Greater Mayoral power would put London in line with the rest of the country

By Andy Silvester

A June event to which one of our reporters was scheduled to speak – a private dinner of London’s great and good – has been pushed back until September. The election has been given as the reason, but even the organisers acknowledged London is largely absent from the debate apparently gripping the country. The capital is out of step on everything from immigration to taxation to public services. It is certainly, thanks to a generation of 20- and 30-somethings who view the housing ladder as a now almost ethereal concept, in a very different place when it comes to planning.
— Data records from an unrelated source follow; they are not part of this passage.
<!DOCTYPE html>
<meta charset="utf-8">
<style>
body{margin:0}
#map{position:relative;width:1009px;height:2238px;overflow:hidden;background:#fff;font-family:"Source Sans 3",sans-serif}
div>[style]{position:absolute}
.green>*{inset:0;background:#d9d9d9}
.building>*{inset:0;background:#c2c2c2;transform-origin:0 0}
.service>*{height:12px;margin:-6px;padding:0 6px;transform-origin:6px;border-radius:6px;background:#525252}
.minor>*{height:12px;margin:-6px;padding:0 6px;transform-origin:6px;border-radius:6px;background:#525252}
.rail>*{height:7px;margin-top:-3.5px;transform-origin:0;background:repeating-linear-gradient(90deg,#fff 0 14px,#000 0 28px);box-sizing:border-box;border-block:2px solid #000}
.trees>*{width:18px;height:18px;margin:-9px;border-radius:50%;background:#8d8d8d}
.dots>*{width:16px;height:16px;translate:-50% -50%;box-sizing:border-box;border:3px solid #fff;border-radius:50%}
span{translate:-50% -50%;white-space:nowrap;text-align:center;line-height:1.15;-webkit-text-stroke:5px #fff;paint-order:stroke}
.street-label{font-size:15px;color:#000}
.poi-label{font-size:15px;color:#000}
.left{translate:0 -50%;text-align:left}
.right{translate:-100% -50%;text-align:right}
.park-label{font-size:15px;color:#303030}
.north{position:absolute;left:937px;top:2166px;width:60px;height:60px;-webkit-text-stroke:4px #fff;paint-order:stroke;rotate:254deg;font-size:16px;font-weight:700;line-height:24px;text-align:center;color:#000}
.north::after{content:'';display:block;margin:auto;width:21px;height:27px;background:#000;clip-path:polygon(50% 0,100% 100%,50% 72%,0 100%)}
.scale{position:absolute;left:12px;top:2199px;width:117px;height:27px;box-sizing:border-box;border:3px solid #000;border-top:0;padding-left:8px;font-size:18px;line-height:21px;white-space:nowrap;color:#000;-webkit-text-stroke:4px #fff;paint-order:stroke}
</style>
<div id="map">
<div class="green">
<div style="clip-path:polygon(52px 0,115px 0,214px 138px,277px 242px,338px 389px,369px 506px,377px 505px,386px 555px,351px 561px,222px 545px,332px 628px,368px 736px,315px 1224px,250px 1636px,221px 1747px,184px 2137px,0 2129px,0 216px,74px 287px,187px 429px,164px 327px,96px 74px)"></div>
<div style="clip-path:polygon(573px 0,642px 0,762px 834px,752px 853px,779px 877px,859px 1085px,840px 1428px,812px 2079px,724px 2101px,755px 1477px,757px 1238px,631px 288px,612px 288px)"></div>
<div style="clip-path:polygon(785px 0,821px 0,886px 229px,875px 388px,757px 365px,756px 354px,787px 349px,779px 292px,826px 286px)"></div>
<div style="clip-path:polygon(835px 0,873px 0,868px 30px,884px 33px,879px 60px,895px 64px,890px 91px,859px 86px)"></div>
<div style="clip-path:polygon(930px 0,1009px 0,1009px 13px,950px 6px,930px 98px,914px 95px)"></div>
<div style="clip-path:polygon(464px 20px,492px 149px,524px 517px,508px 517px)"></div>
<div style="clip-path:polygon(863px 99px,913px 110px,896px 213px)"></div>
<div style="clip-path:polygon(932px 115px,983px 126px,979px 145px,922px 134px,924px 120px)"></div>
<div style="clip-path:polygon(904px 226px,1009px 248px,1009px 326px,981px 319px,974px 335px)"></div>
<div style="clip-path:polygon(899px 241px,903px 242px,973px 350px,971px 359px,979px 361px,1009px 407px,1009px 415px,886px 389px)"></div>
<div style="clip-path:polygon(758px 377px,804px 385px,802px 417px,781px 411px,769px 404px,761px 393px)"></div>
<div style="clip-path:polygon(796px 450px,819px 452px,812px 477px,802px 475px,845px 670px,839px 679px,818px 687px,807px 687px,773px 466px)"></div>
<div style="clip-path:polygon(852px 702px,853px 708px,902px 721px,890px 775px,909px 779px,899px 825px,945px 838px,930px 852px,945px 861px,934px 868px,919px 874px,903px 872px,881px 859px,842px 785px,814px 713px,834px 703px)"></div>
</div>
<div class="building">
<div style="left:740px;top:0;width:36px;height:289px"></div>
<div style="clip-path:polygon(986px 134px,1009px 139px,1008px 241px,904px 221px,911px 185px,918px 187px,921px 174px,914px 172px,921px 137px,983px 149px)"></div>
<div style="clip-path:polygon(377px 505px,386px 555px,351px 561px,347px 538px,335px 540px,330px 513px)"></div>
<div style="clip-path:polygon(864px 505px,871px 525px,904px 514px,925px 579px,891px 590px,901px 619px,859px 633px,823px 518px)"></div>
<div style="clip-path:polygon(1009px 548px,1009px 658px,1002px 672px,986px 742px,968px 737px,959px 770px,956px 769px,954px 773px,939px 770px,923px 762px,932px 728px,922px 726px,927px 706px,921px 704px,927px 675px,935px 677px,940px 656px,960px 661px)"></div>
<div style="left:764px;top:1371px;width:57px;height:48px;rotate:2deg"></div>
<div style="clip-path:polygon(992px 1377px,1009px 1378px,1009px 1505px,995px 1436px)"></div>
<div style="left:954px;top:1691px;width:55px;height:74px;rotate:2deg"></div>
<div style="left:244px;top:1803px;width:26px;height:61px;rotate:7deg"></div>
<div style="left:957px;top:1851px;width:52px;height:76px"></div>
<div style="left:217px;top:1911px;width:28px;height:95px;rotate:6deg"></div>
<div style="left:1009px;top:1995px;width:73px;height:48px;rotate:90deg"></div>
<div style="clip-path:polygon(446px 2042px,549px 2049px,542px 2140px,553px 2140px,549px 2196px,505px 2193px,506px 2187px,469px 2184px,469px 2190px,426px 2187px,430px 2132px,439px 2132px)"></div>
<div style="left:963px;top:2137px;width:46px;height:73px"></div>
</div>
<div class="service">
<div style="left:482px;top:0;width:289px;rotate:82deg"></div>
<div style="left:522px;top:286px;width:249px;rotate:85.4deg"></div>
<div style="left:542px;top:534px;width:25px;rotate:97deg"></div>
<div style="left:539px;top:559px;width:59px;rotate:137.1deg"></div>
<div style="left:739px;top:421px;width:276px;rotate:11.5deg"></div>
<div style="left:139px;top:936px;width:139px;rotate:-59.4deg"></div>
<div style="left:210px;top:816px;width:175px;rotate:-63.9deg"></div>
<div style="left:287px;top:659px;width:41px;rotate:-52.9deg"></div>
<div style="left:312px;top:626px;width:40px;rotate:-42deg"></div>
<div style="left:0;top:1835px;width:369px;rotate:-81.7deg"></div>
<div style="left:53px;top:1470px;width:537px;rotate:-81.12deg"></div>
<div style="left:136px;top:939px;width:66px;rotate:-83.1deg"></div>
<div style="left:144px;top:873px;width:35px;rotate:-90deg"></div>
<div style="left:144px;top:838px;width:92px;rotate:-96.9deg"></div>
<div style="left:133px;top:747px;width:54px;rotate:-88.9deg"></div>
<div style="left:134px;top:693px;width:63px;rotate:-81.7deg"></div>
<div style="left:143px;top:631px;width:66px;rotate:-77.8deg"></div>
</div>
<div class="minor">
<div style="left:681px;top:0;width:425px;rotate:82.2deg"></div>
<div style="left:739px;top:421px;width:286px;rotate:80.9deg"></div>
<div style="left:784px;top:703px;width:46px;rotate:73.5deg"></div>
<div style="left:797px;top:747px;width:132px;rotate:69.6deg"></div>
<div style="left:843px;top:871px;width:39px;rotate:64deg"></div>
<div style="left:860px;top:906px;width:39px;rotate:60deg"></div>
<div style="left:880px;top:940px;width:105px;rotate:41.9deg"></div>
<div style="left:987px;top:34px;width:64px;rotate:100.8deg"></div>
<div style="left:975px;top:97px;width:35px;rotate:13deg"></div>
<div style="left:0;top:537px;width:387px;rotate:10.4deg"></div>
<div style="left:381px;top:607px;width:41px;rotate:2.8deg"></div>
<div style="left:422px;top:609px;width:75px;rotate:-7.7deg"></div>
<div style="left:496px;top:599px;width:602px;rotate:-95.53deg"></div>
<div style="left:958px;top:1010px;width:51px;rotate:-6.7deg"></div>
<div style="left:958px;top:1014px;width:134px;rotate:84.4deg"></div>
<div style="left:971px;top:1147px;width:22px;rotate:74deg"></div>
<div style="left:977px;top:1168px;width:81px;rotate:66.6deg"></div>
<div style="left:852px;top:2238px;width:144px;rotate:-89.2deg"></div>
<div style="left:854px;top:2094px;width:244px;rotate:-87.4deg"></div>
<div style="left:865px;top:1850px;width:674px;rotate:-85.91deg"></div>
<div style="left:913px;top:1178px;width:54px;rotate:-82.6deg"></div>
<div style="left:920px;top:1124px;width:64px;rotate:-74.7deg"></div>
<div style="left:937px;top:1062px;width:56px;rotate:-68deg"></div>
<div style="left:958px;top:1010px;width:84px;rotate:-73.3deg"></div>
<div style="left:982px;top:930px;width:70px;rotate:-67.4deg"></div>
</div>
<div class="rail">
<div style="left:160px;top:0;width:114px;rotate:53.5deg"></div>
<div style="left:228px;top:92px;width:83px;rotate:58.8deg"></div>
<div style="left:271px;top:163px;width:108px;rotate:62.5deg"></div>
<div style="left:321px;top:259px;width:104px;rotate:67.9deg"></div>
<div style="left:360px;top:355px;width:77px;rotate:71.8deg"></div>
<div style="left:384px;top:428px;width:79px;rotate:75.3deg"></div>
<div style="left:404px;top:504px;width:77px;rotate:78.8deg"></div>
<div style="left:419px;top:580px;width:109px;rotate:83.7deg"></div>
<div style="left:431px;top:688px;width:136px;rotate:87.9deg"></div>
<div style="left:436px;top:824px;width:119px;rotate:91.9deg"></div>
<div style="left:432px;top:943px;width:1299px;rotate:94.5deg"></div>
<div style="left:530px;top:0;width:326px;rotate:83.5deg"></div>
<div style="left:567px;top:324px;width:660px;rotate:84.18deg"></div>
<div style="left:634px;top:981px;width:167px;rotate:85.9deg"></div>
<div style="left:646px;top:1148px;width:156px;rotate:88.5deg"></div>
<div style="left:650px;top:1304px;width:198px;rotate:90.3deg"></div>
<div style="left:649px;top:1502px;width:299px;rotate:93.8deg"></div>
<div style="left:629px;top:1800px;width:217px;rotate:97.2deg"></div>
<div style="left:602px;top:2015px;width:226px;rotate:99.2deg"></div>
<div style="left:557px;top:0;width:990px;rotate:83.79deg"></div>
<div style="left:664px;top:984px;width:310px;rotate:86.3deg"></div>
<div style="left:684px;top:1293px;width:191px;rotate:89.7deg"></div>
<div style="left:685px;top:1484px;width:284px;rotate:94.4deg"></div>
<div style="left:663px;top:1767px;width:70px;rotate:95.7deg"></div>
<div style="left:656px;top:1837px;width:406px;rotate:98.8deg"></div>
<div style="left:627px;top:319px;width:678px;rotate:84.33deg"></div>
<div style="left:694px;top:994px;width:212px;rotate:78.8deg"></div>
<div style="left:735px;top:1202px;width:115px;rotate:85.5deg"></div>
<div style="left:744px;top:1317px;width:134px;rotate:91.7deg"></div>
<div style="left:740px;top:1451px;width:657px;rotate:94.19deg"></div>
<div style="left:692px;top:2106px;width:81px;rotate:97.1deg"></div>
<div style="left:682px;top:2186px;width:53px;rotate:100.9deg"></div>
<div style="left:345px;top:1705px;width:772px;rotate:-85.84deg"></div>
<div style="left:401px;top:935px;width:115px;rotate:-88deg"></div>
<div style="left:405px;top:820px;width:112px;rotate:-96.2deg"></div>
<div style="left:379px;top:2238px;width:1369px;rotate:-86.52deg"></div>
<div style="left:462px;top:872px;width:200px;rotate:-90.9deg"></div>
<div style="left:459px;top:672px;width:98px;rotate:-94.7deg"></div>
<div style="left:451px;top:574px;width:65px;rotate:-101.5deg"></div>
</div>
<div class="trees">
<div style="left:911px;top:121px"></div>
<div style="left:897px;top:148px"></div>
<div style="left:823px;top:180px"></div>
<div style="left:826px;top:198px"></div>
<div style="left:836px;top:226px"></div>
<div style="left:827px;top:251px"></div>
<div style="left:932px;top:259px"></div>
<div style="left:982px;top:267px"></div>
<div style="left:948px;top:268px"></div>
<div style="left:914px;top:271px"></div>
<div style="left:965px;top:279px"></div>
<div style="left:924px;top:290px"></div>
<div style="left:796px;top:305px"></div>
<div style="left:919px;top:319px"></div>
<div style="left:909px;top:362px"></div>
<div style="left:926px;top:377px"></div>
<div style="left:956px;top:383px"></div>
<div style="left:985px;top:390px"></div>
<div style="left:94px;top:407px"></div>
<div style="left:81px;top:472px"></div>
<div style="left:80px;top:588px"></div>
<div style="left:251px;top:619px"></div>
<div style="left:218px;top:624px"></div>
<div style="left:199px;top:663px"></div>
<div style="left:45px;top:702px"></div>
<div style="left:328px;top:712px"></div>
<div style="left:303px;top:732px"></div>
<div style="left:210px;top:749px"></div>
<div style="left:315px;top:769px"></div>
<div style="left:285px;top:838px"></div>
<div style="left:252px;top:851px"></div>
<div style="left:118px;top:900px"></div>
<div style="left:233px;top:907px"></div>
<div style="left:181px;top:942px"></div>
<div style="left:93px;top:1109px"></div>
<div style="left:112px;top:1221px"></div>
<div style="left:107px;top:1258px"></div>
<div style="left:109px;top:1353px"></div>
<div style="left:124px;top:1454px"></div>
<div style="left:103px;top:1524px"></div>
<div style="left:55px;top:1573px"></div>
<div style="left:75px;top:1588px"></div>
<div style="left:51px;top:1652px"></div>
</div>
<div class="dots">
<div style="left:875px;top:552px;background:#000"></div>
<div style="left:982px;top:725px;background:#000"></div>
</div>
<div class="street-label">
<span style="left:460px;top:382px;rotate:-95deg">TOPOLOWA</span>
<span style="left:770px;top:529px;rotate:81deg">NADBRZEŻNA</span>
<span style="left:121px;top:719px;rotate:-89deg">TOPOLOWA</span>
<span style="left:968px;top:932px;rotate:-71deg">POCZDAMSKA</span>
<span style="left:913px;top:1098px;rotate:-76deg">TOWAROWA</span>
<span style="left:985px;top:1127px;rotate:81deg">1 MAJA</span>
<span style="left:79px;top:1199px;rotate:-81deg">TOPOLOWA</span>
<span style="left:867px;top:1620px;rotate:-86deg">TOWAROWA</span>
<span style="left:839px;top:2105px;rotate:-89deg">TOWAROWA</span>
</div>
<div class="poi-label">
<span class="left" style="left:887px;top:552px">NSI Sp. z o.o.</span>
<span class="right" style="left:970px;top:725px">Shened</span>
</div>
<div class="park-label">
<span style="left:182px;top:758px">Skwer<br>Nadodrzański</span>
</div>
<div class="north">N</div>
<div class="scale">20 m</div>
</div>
Keir Starmer, should he take office, is at least a London MP, and speaks passionately about the capital. He bristles at the “north London lawyer” stereotype that Rishi Sunak so enjoys painting him with not because he’s ashamed of it but because he knows that Archway and Kentish Town – his adopted manor straight out of university – are as much a community as any other found up and down the rest of the UK, with its own heart and soul, its own character, its own successes and local pride. Speaking privately, Starmer is as far removed from Theresa May’s “citizens of nowhere” as one could imagine. He, it is fair to imagine, has more of an idea of the day to day lives of average Londoners than many of those who have indulged their inner Michael Caines just for a year or two (hi, Boris!)

Whether that translates into more support for the capital is an open question. There remains deep envy across the rest of the country at the capital’s perceived iron grip on everything from infrastructure spending to power, despite having a knackered transport system in a financial permacrisis and a Mayoralty which lacks the muscle of some Metro mayors up north. Devolving more tax, spending and decision making power to London would actually bring us more in line with the rest of the country, rather than away from it.

To not do so would be a missed opportunity, and hurt the rest of the UK. The capital remains the country’s biggest engine of growth. Putting some more fuel – electric charge or diesel, we’re agnostic – in the motor can only be a good thing.